- Work task -
With pictures omitted, restate the data word for word.

- Data segment -
━━━━━━━━━━
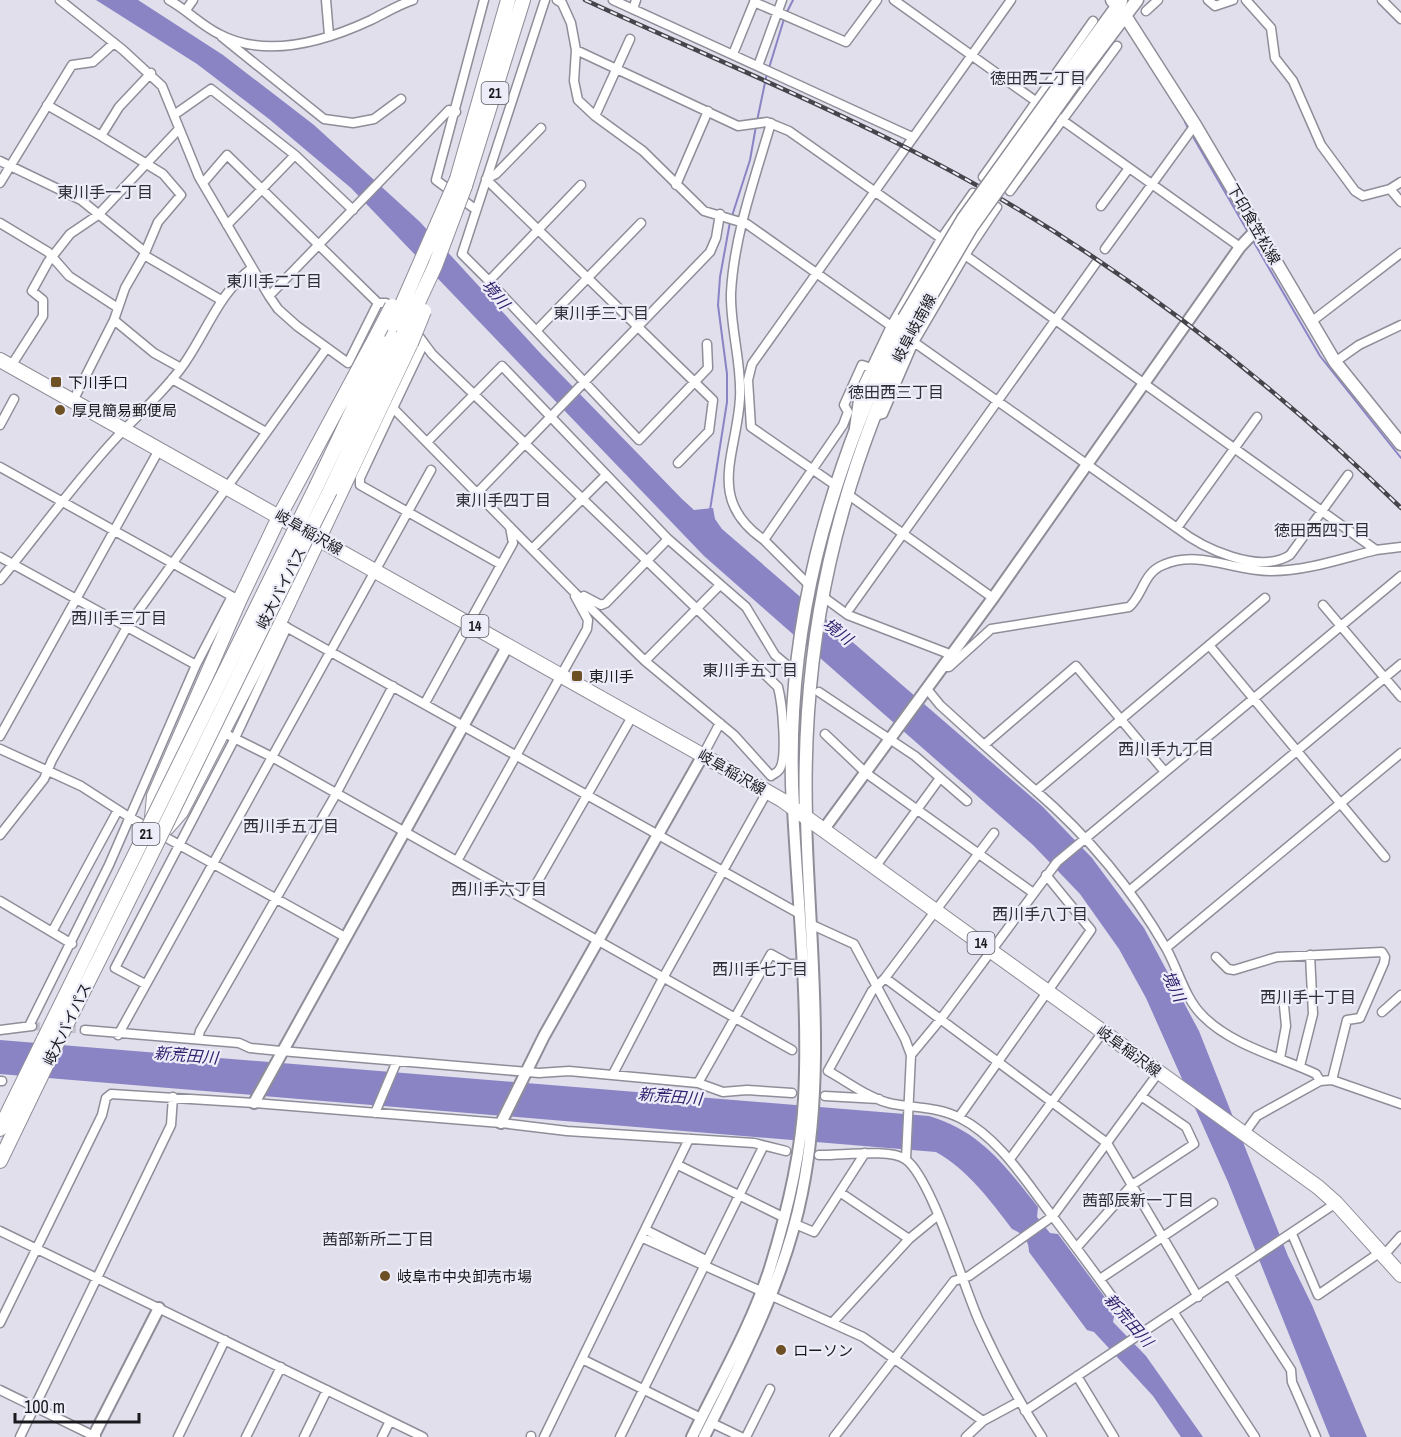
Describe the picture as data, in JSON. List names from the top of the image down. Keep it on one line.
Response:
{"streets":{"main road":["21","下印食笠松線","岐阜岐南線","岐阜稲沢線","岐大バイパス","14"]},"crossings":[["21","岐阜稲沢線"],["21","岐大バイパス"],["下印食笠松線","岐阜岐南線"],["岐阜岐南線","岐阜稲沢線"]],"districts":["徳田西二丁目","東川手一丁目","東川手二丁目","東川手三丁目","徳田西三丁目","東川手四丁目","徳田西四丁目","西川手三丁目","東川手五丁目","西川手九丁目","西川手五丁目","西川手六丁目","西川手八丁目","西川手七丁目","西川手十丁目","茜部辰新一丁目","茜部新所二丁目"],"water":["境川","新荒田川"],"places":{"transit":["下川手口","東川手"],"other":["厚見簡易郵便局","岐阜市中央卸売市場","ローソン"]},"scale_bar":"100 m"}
━━━━━━━━━━
- Task output -
Describe the picture as data, in JSON. List names from the top of the image down. Keep it on one line.
Response:
{"streets":{"main road":["21","下印食笠松線","岐阜岐南線","岐阜稲沢線","岐大バイパス","14"]},"crossings":[["21","岐阜稲沢線"],["21","岐大バイパス"],["下印食笠松線","岐阜岐南線"],["岐阜岐南線","岐阜稲沢線"]],"districts":["徳田西二丁目","東川手一丁目","東川手二丁目","東川手三丁目","徳田西三丁目","東川手四丁目","徳田西四丁目","西川手三丁目","東川手五丁目","西川手九丁目","西川手五丁目","西川手六丁目","西川手八丁目","西川手七丁目","西川手十丁目","茜部辰新一丁目","茜部新所二丁目"],"water":["境川","新荒田川"],"places":{"transit":["下川手口","東川手"],"other":["厚見簡易郵便局","岐阜市中央卸売市場","ローソン"]},"scale_bar":"100 m"}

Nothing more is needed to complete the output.